▶ **EXERCISE OBJECTIVE**
Exact copies of all entries are needed. Pictures are to be left out.
[RECORDS — start]
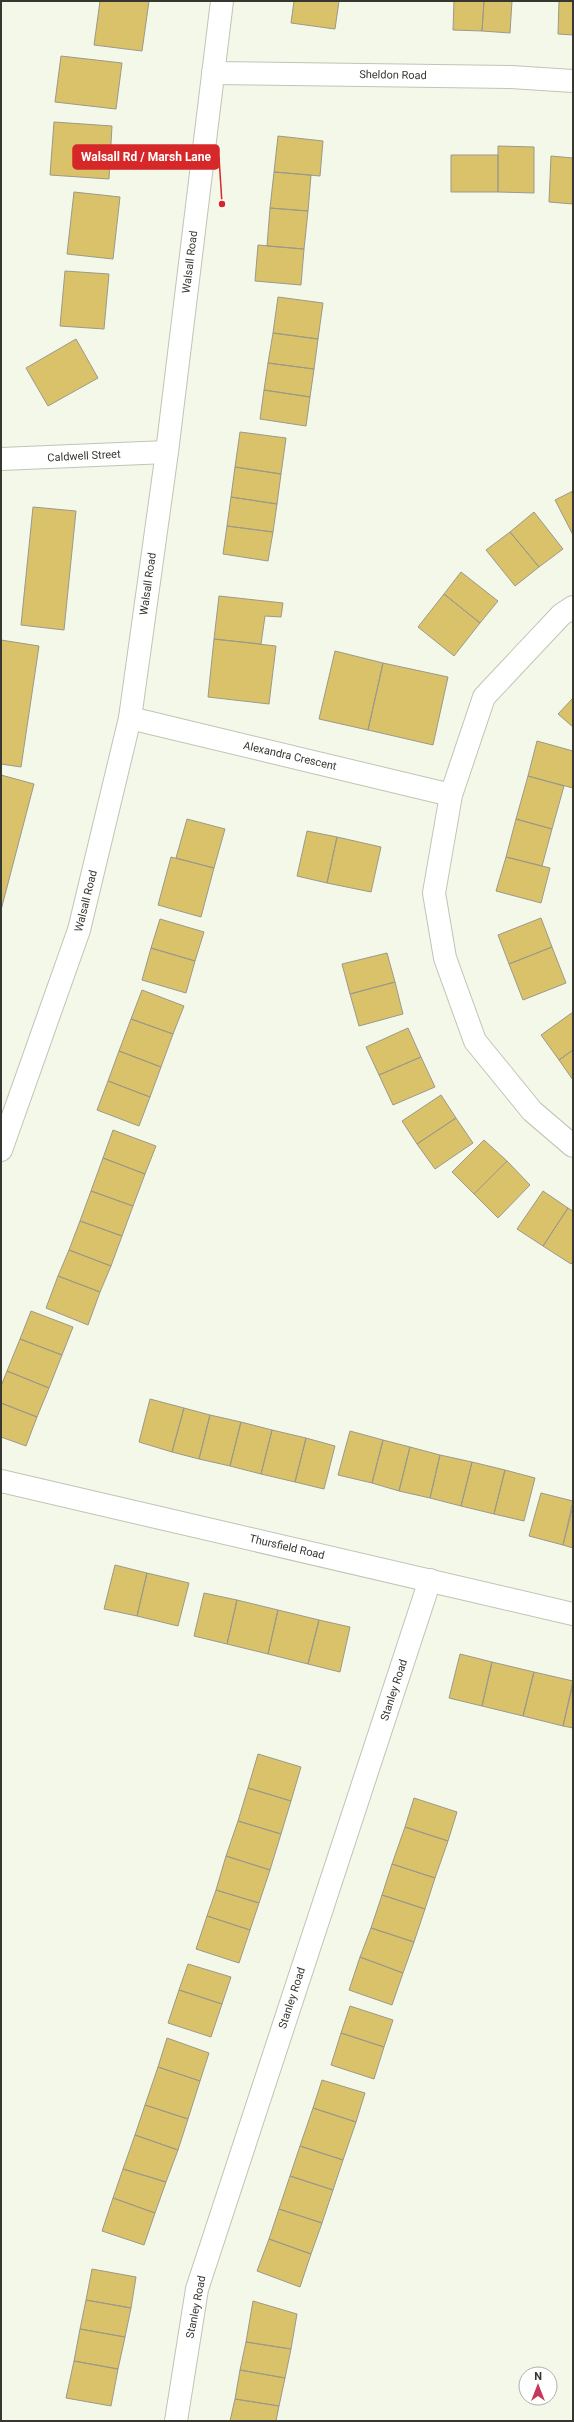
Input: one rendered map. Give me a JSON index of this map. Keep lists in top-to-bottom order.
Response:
{
  "streets": {
    "street": [
      "Sheldon Road",
      "Walsall Road",
      "Caldwell Street",
      "Alexandra Crescent",
      "Thursfield Road",
      "Stanley Road"
    ]
  },
  "crossings": [
    ["Sheldon Road", "Walsall Road"],
    ["Walsall Road", "Caldwell Street"],
    ["Walsall Road", "Alexandra Crescent"],
    ["Thursfield Road", "Stanley Road"]
  ],
  "places": ["Walsall Rd / Marsh Lane"],
  "north": "top"
}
[RECORDS — finish]
▶ **SOLUTION TO THIS PROBLEM**
Input: one rendered map. Give me a JSON index of this map. Keep lists in top-to-bottom order.
Response:
{
  "streets": {
    "street": [
      "Sheldon Road",
      "Walsall Road",
      "Caldwell Street",
      "Alexandra Crescent",
      "Thursfield Road",
      "Stanley Road"
    ]
  },
  "crossings": [
    ["Sheldon Road", "Walsall Road"],
    ["Walsall Road", "Caldwell Street"],
    ["Walsall Road", "Alexandra Crescent"],
    ["Thursfield Road", "Stanley Road"]
  ],
  "places": ["Walsall Rd / Marsh Lane"],
  "north": "top"
}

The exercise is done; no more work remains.